▶ _DESCRIPTION OF THE TASK_
Could you print the listing again exactly, omitting the pictures?

************

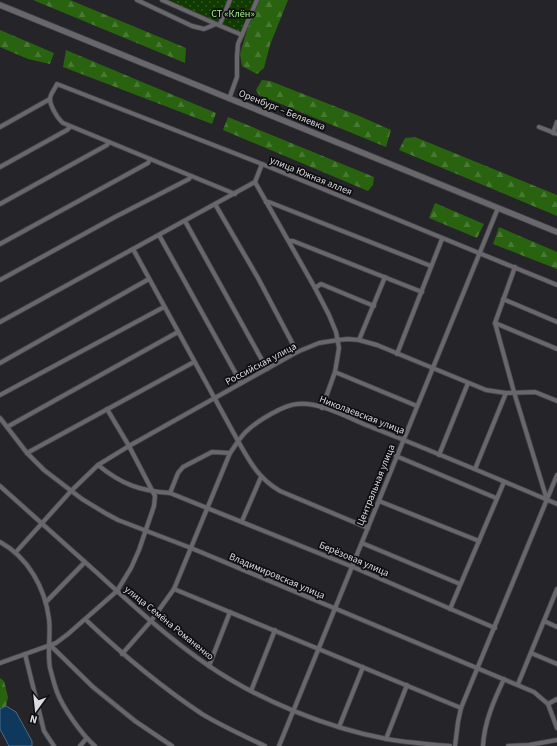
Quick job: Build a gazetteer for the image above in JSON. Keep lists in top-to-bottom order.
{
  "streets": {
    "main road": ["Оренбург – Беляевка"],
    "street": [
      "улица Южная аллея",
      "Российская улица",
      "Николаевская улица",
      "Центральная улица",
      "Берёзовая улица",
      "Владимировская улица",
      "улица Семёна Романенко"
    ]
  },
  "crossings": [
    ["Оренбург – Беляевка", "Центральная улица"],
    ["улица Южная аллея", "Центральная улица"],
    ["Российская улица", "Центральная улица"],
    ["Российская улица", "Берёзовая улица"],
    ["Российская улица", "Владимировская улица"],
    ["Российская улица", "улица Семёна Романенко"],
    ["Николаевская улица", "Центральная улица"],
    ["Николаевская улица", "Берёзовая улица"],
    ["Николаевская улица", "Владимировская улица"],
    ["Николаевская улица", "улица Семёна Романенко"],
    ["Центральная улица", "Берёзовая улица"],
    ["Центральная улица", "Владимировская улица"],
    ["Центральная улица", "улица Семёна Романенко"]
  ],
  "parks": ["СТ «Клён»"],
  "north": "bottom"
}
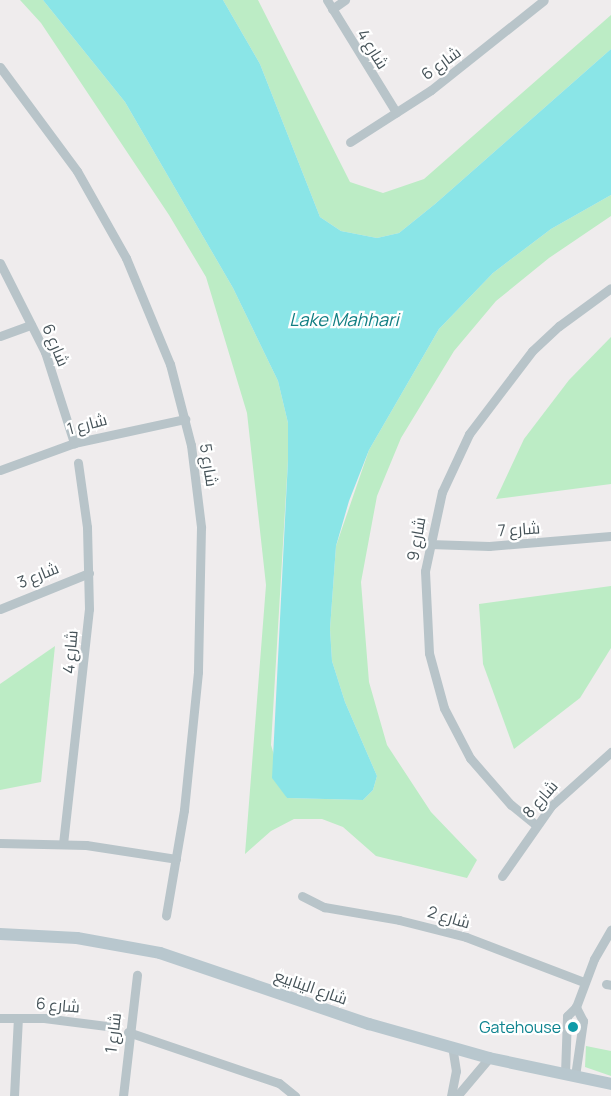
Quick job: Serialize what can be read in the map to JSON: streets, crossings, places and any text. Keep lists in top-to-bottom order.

************

▶ _OUTPUT BELOW_
Quick job: Build a gazetteer for the image above in JSON. Keep lists in top-to-bottom order.
{
  "streets": {
    "main road": ["Оренбург – Беляевка"],
    "street": [
      "улица Южная аллея",
      "Российская улица",
      "Николаевская улица",
      "Центральная улица",
      "Берёзовая улица",
      "Владимировская улица",
      "улица Семёна Романенко"
    ]
  },
  "crossings": [
    ["Оренбург – Беляевка", "Центральная улица"],
    ["улица Южная аллея", "Центральная улица"],
    ["Российская улица", "Центральная улица"],
    ["Российская улица", "Берёзовая улица"],
    ["Российская улица", "Владимировская улица"],
    ["Российская улица", "улица Семёна Романенко"],
    ["Николаевская улица", "Центральная улица"],
    ["Николаевская улица", "Берёзовая улица"],
    ["Николаевская улица", "Владимировская улица"],
    ["Николаевская улица", "улица Семёна Романенко"],
    ["Центральная улица", "Берёзовая улица"],
    ["Центральная улица", "Владимировская улица"],
    ["Центральная улица", "улица Семёна Романенко"]
  ],
  "parks": ["СТ «Клён»"],
  "north": "bottom"
}
Quick job: Serialize what can be read in the map to JSON: streets, crossings, places and any text. Keep lists in top-to-bottom order.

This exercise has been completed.